**WHAT THE TASK REQUIRES**
Exact repetition of every entry is required.
DATA FOR ANALYSIS below:
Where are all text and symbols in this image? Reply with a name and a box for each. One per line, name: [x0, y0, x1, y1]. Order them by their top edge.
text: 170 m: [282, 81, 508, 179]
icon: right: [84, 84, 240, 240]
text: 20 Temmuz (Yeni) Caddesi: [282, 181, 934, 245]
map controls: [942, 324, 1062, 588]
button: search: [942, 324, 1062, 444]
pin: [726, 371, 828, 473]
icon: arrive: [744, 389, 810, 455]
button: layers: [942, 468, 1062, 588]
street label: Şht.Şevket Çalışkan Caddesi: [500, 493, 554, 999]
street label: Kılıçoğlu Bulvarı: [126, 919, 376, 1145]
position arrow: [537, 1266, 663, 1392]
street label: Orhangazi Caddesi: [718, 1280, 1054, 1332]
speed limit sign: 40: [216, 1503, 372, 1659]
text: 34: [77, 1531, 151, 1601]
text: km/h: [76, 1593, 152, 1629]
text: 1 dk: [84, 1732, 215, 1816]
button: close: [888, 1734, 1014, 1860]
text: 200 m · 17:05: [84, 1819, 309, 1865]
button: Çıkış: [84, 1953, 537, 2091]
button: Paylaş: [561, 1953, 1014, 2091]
End of DATA FOR ANALYSIS.
**SOLUTION TO THIS TASK**
Where are all text and symbols in this image? Reply with a name and a box for each. One per line, name: [x0, y0, x1, y1]. Order them by their top edge.
text: 170 m: [282, 81, 508, 179]
icon: right: [84, 84, 240, 240]
text: 20 Temmuz (Yeni) Caddesi: [282, 181, 934, 245]
map controls: [942, 324, 1062, 588]
button: search: [942, 324, 1062, 444]
pin: [726, 371, 828, 473]
icon: arrive: [744, 389, 810, 455]
button: layers: [942, 468, 1062, 588]
street label: Şht.Şevket Çalışkan Caddesi: [500, 493, 554, 999]
street label: Kılıçoğlu Bulvarı: [126, 919, 376, 1145]
position arrow: [537, 1266, 663, 1392]
street label: Orhangazi Caddesi: [718, 1280, 1054, 1332]
speed limit sign: 40: [216, 1503, 372, 1659]
text: 34: [77, 1531, 151, 1601]
text: km/h: [76, 1593, 152, 1629]
text: 1 dk: [84, 1732, 215, 1816]
button: close: [888, 1734, 1014, 1860]
text: 200 m · 17:05: [84, 1819, 309, 1865]
button: Çıkış: [84, 1953, 537, 2091]
button: Paylaş: [561, 1953, 1014, 2091]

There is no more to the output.